Mon avis: Le cinéaste canadien Adrian Wills est né à Terre-Neuve en 1973, mais a grandi dans une famille d'accueil à Montréal. Il n'a jamais connu sa mère. Il y a quelques années, il entreprend A Quiet Girl (Une fille tranquille) afin de documenter sa quête pour retrouver cette femme dont il ne possède que quelques bribes d'information et à propos de laquelle il découvrira plus tard qu'elle était une " fille tranquille " qui parlait peu et ne faisait pas de vagues.

Après avoir connu le succès grâce à plusieurs documentaires liés au Cirque du soleil, Wills se tourne vers un récit plus intime et plus risqué, tant sur le plan narratif que cinématographique. Pour un cinéaste embarqué dans un projet aussi intime, le défi est de savoir créer une relation forte avec le spectateur en lui fournissant une histoire dans laquelle il puisse s'incarner lui aussi.

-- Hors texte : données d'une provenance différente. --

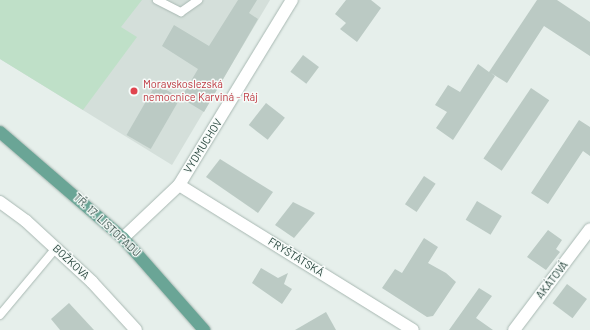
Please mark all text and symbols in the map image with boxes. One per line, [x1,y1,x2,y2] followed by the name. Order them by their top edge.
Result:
[143,78,258,104] place label: Moravskoslezská nemocnice Karviná - Ráj
[128,85,140,97] marker: Moravskoslezská nemocnice Karviná - Ráj
[181,117,225,175] street label: VYDMUCHOV
[71,191,143,259] street label: TŘ. 17. LISTOPADU
[266,235,326,279] street label: FRYŠTÁTSKÁ
[50,242,92,282] street label: BOŽKOVA
[533,258,571,302] street label: AKÁTOVÁ

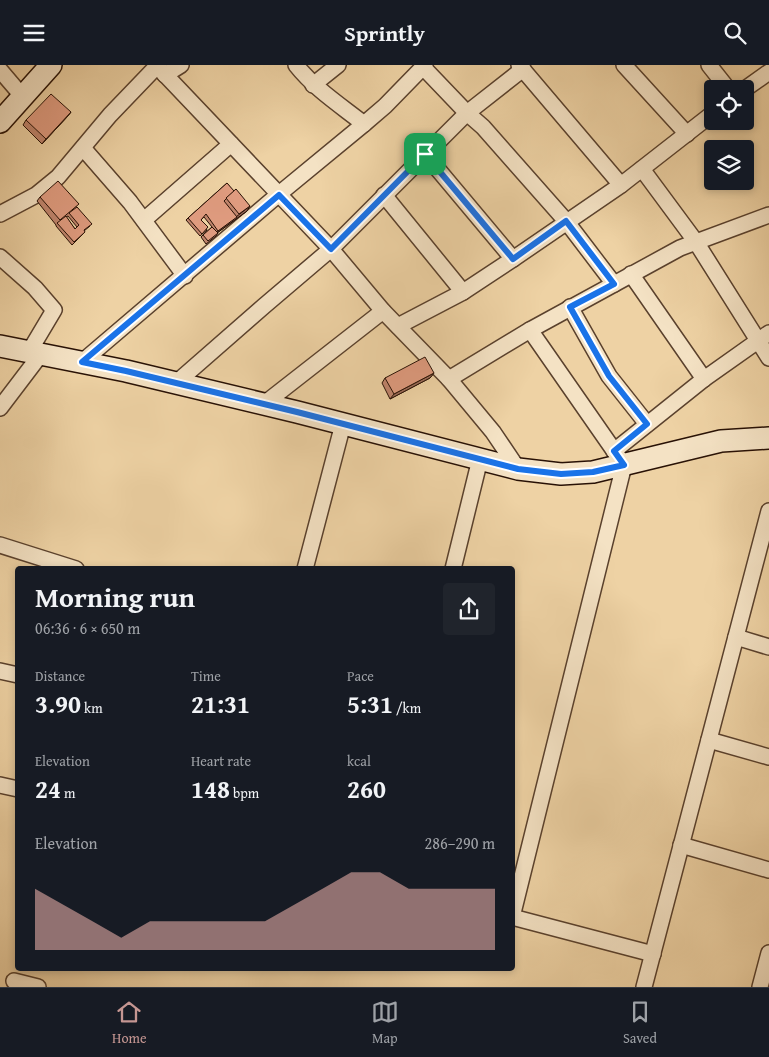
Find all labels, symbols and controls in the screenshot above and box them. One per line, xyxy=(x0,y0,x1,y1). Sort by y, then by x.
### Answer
text: Sprintly xyxy=(344,17,425,49)
icon: menu xyxy=(20,19,48,47)
icon: search xyxy=(721,19,749,47)
map controls xyxy=(704,80,754,190)
button: locate xyxy=(704,80,754,130)
pin xyxy=(404,133,446,175)
icon: arrive xyxy=(411,140,439,168)
button: layers xyxy=(704,140,754,190)
text: Morning run xyxy=(35,576,195,617)
button: share xyxy=(443,583,495,635)
text: 06:36 · 6 × 650 m xyxy=(35,616,140,640)
text: Distance xyxy=(35,666,85,686)
text: Time xyxy=(191,666,221,686)
text: Pace xyxy=(347,666,374,686)
text: 3.90 xyxy=(35,686,81,722)
text: 21:31 xyxy=(191,686,250,722)
text: 5:31 xyxy=(347,686,393,722)
text: km xyxy=(81,698,103,718)
text: /km xyxy=(393,698,421,718)
text: Elevation xyxy=(35,751,90,771)
text: Heart rate xyxy=(191,751,251,771)
text: kcal xyxy=(347,751,371,771)
text: 24 xyxy=(35,771,61,807)
text: 148 xyxy=(191,771,230,807)
text: 260 xyxy=(347,771,386,807)
text: m xyxy=(61,783,75,803)
text: bpm xyxy=(230,783,259,803)
text: Elevation xyxy=(35,831,98,855)
text: 286–290 m xyxy=(425,831,495,855)
tab: Home xyxy=(112,998,147,1048)
tab: Map xyxy=(371,998,399,1048)
tab: Saved xyxy=(623,998,657,1048)

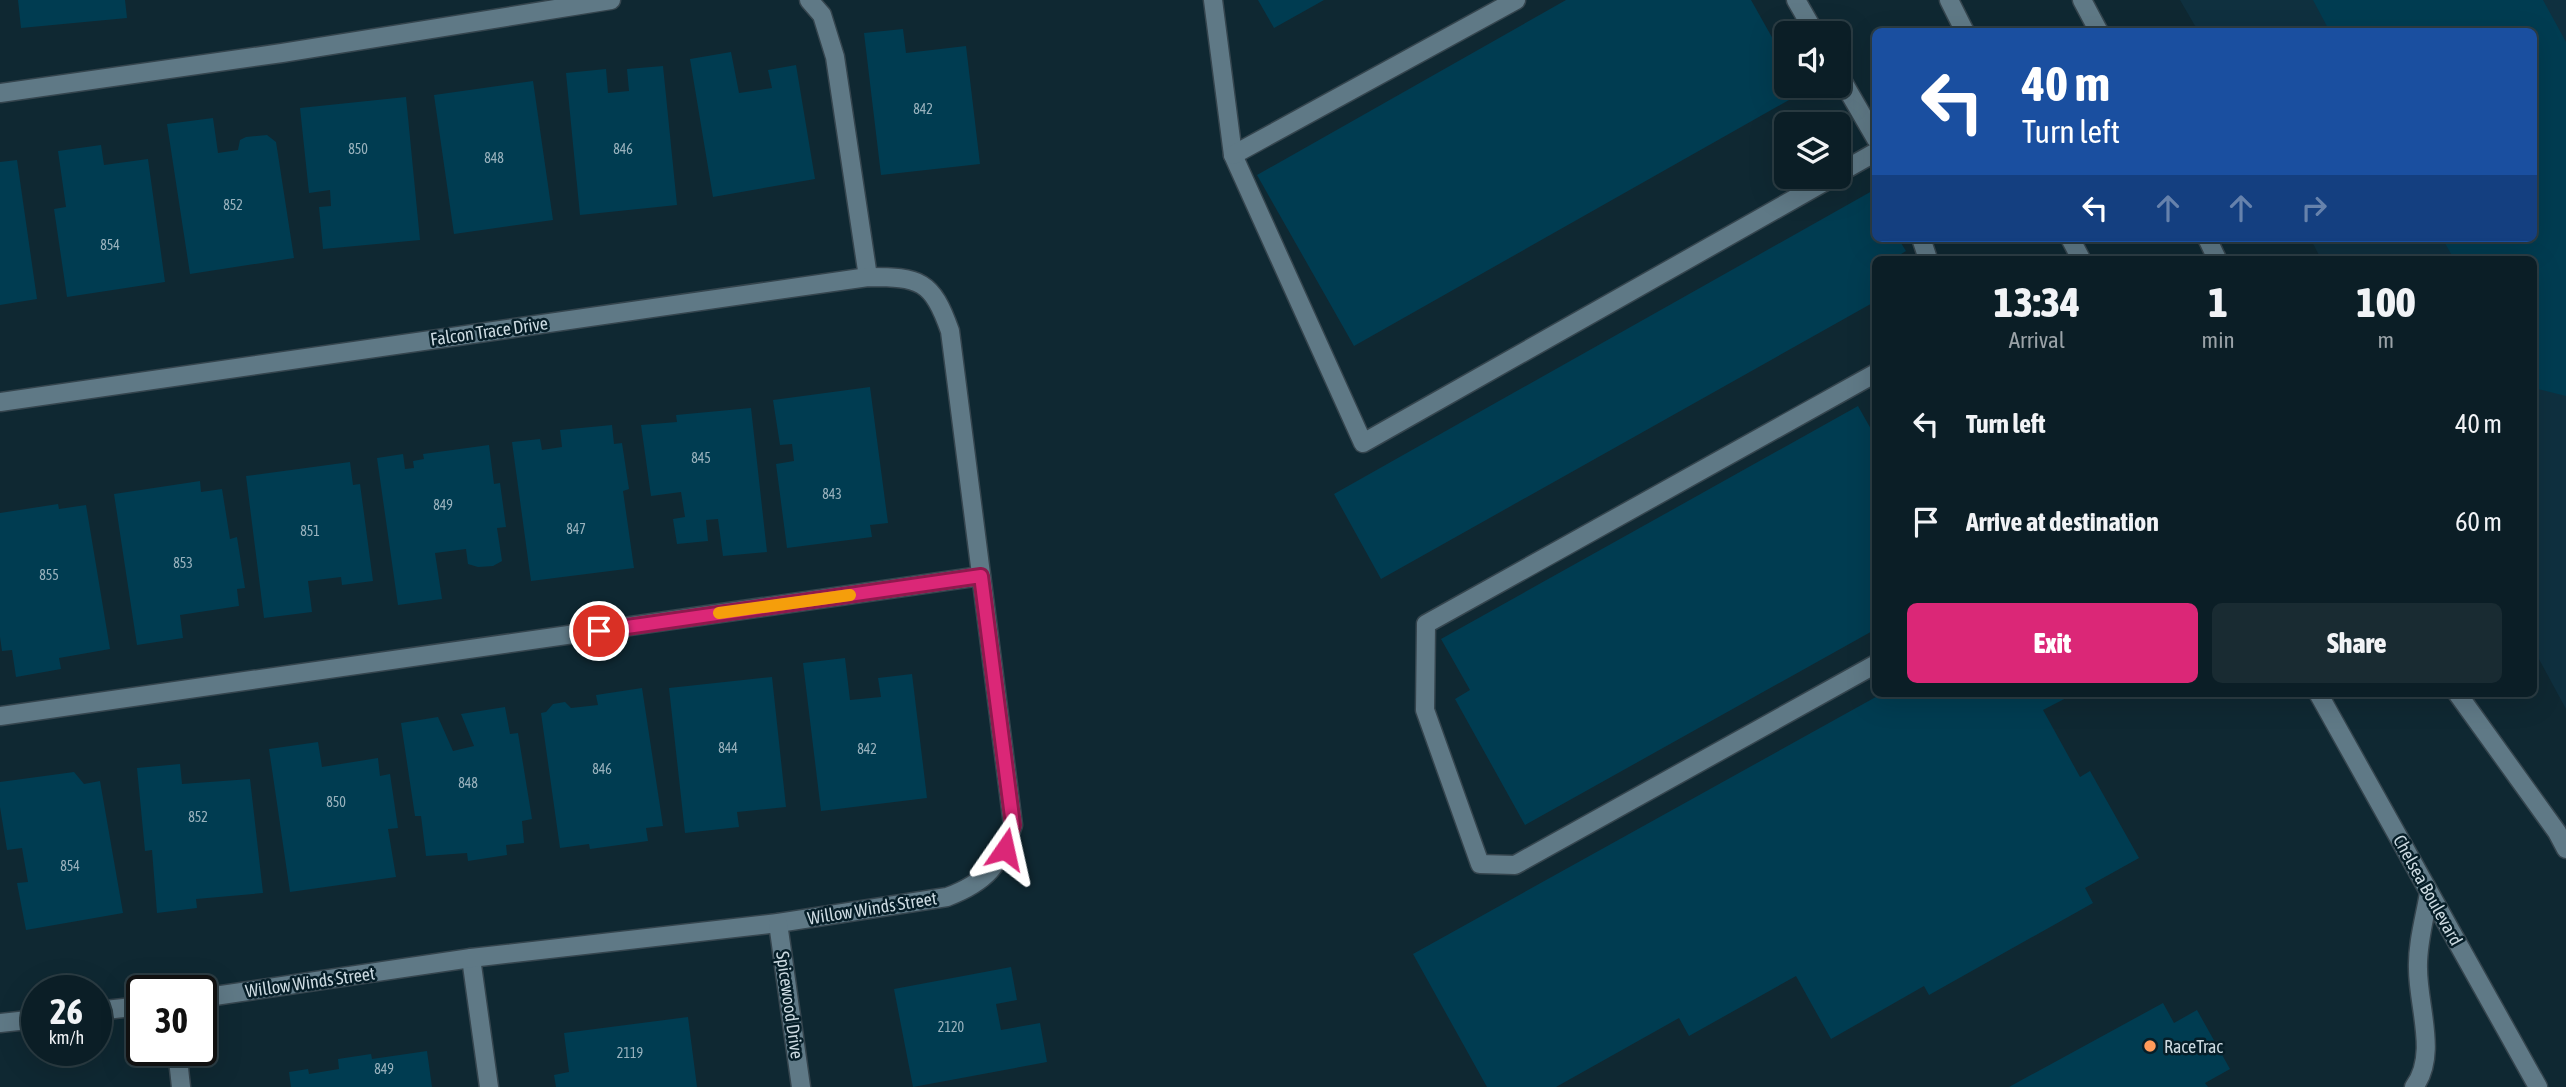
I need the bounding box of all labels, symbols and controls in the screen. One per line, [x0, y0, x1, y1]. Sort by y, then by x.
map controls [1774, 21, 1851, 189]
button: sound [1774, 21, 1851, 98]
text: 40 m [2022, 55, 2110, 111]
icon: left [1907, 56, 1998, 147]
house number: 842 [913, 101, 933, 117]
button: layers [1774, 112, 1851, 189]
text: Turn left [2022, 113, 2120, 150]
house number: 850 [348, 141, 368, 157]
house number: 846 [613, 141, 633, 157]
house number: 848 [484, 150, 504, 166]
icon: left [2076, 189, 2114, 227]
icon: ahead [2149, 189, 2187, 227]
icon: ahead [2222, 189, 2260, 227]
icon: right [2295, 189, 2333, 227]
house number: 852 [223, 197, 243, 213]
house number: 854 [100, 237, 120, 253]
text: 13:34 [1994, 278, 2080, 326]
text: 1 [2208, 278, 2228, 326]
text: 100 [2356, 278, 2415, 326]
street label: Falcon Trace Drive [429, 312, 549, 350]
text: Arrival [2009, 327, 2065, 353]
text: min [2202, 327, 2235, 353]
text: m [2378, 327, 2394, 353]
icon: left [1907, 405, 1945, 443]
text: Turn left [1966, 409, 2046, 439]
text: 40 m [2455, 409, 2502, 439]
house number: 845 [691, 450, 711, 466]
house number: 843 [822, 486, 842, 502]
house number: 849 [433, 497, 453, 513]
icon: arrive [1907, 503, 1945, 541]
text: Arrive at destination [1966, 507, 2159, 537]
text: 60 m [2455, 507, 2502, 537]
house number: 847 [566, 521, 586, 537]
house number: 851 [300, 523, 320, 539]
house number: 853 [173, 555, 193, 571]
house number: 855 [39, 567, 59, 583]
pin [569, 601, 629, 661]
button: Exit [1907, 603, 2198, 683]
button: Share [2212, 603, 2502, 683]
icon: arrive [580, 612, 618, 650]
house number: 844 [718, 740, 738, 756]
house number: 842 [857, 741, 877, 757]
house number: 846 [592, 761, 612, 777]
house number: 848 [458, 775, 478, 791]
house number: 850 [326, 794, 346, 810]
house number: 852 [188, 809, 208, 825]
position arrow [968, 812, 1042, 886]
street label: Chelsea Boulevard [2389, 831, 2467, 949]
house number: 854 [60, 858, 80, 874]
street label: Willow Winds Street [806, 887, 938, 929]
street label: Spicewood Drive [772, 950, 808, 1060]
street label: Willow Winds Street [244, 962, 376, 1002]
speed limit sign: 30 [126, 975, 217, 1066]
text: 26 [50, 991, 83, 1031]
house number: 2120 [938, 1019, 965, 1035]
text: km/h [49, 1027, 84, 1048]
place label: RaceTrac [2164, 1036, 2223, 1057]
marker: RaceTrac [2142, 1038, 2158, 1054]
house number: 2119 [617, 1045, 643, 1061]
house number: 849 [374, 1061, 394, 1077]

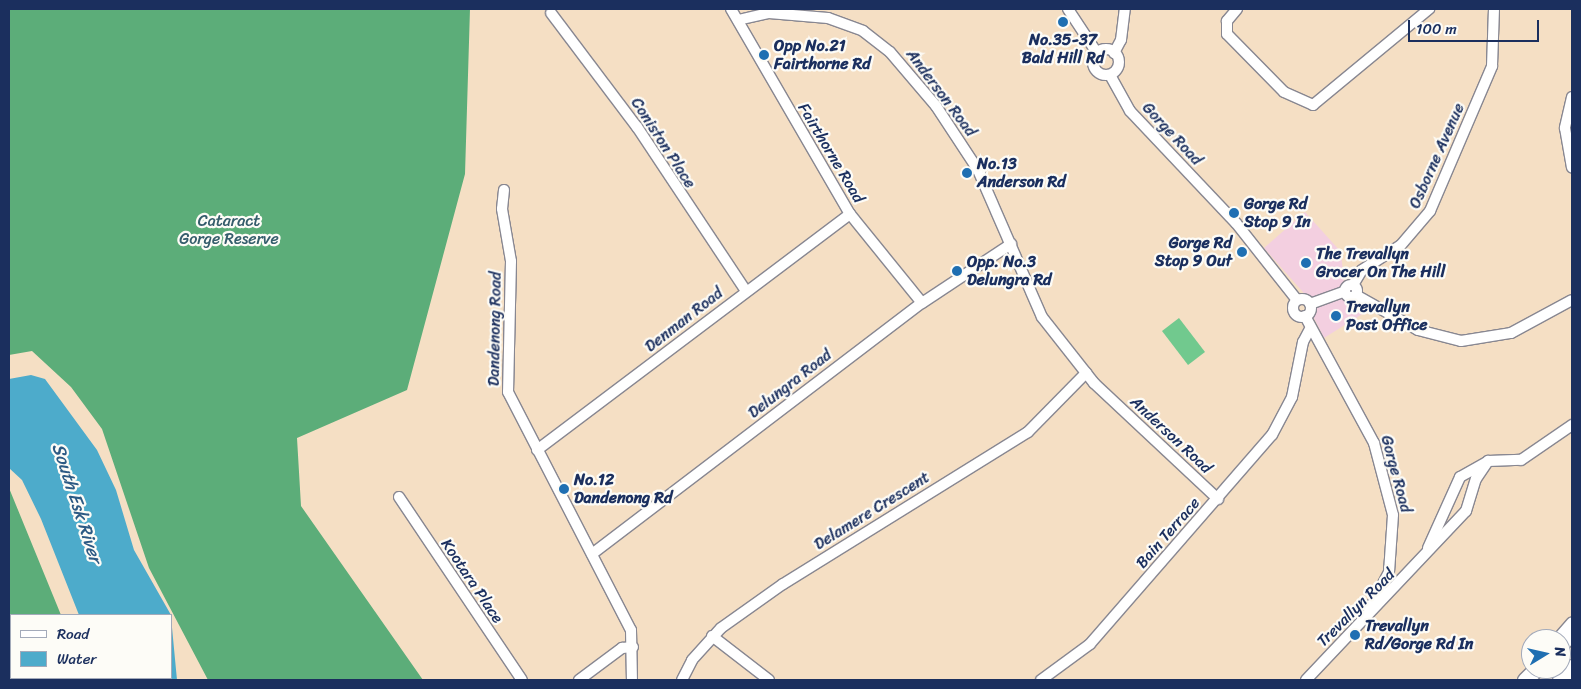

Beaucoup s'y sont cassé les dents en restant trop collés à leur sujet, rendu hermétique par leur incapacité à créer des ponts avec ceux et celles qui les regardent. La grande réussite de Wills est justement d'avoir su créer, très tôt dans le film, ce lien de complicité, de confiance avec son auditoire. D'abord en déroulant l'écheveau de ses découvertes à la manière d'une enquête policière, avec suspense, surprises et rebondissements à la clé. Et ensuite, en densifiant - sans doute bien malgré lui - l'aura de mystère entourant l'absente protagoniste.

Celle qui se prénommait Mary Margaret et qui vécut une vie semble-t-il assez pénible jusqu'à sa disparition tragique en 1997, se dévoile au fil des maigres indices glanés ça et là, à travers les témoignages d'amis et de proches, et par le biais des documents obtenus, certains largement caviardés. Wills découvre ainsi tout un pan de l'histoire de sa mère, beaucoup plus troublant que ce que laisse prétendre ce statut réducteur de " fille tranquille ". De fait, il en apprend aussi beaucoup sur sa propre personnalité. Établissant des liens entre l'invisible et le visible, le passé et le présent, il s'interroge sur ce qu'il est devenu et sur ce qu'il aurait pu être si la vie avait tourné autrement.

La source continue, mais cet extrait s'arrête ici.